**How to complete this task:**
Return the lines below exactly as they appear, please, starting with the first and ending with the one that contains "Parse the picture".

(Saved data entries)

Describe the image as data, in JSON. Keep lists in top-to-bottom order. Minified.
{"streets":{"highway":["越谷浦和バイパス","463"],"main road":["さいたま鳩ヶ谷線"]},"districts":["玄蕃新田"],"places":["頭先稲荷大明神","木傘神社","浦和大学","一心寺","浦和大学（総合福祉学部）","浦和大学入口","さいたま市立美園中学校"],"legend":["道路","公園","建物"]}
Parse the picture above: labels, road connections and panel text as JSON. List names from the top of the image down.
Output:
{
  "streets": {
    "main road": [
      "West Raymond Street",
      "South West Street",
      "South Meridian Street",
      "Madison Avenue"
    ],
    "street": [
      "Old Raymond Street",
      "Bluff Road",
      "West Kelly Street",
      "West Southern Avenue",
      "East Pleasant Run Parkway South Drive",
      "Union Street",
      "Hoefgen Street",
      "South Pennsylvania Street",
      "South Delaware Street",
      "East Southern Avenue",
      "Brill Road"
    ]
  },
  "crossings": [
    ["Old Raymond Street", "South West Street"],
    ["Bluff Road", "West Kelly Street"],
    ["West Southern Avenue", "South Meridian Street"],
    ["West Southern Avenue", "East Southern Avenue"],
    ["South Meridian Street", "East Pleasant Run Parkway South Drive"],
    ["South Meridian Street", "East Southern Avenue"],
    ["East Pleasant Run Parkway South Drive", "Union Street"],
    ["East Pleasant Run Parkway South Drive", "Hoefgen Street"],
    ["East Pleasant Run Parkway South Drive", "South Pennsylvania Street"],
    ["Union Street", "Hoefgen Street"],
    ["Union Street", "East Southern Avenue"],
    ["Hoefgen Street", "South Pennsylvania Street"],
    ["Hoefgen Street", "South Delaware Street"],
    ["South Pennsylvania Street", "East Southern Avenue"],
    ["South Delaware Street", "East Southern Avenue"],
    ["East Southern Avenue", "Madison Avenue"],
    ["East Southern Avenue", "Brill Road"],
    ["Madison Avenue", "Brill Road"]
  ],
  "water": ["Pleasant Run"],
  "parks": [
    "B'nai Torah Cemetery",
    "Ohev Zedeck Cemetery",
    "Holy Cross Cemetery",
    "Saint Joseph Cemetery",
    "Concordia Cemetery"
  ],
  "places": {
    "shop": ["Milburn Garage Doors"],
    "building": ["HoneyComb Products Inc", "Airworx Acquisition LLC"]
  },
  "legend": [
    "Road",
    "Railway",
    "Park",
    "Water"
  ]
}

**Written response:**
Describe the image as data, in JSON. Keep lists in top-to-bottom order. Minified.
{"streets":{"highway":["越谷浦和バイパス","463"],"main road":["さいたま鳩ヶ谷線"]},"districts":["玄蕃新田"],"places":["頭先稲荷大明神","木傘神社","浦和大学","一心寺","浦和大学（総合福祉学部）","浦和大学入口","さいたま市立美園中学校"],"legend":["道路","公園","建物"]}
Parse the picture above: labels, road connections and panel text as JSON. List names from the top of the image down.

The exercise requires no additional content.